# [Work item]
Word for word, please restate the line containing "Annotation task. Transcribe" and all the lines that follow it to the end of the data.

# [Supplied records]
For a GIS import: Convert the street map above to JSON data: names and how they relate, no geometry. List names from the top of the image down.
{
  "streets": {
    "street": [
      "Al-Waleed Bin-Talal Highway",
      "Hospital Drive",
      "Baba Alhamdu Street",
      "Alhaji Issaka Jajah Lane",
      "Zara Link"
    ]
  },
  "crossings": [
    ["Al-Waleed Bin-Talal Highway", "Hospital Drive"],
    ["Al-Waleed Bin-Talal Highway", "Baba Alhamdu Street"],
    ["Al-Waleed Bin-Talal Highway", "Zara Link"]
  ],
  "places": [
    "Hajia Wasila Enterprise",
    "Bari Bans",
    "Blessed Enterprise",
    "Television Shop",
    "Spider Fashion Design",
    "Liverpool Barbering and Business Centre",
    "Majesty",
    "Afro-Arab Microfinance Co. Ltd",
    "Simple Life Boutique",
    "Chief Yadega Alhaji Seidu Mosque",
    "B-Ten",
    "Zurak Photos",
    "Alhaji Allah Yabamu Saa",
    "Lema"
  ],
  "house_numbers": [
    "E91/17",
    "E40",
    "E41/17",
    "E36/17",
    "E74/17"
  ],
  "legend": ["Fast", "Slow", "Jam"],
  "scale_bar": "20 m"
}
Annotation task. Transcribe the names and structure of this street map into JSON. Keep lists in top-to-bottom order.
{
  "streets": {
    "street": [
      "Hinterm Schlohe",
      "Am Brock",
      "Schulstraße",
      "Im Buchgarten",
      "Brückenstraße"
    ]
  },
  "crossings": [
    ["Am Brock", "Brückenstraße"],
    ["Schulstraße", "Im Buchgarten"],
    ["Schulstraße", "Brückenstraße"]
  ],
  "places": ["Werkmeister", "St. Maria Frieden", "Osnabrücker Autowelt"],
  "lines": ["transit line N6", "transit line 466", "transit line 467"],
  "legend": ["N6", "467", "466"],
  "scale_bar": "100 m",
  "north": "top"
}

# [Reply to the exercise]
Annotation task. Transcribe the names and structure of this street map into JSON. Keep lists in top-to-bottom order.
{
  "streets": {
    "street": [
      "Hinterm Schlohe",
      "Am Brock",
      "Schulstraße",
      "Im Buchgarten",
      "Brückenstraße"
    ]
  },
  "crossings": [
    ["Am Brock", "Brückenstraße"],
    ["Schulstraße", "Im Buchgarten"],
    ["Schulstraße", "Brückenstraße"]
  ],
  "places": ["Werkmeister", "St. Maria Frieden", "Osnabrücker Autowelt"],
  "lines": ["transit line N6", "transit line 466", "transit line 467"],
  "legend": ["N6", "467", "466"],
  "scale_bar": "100 m",
  "north": "top"
}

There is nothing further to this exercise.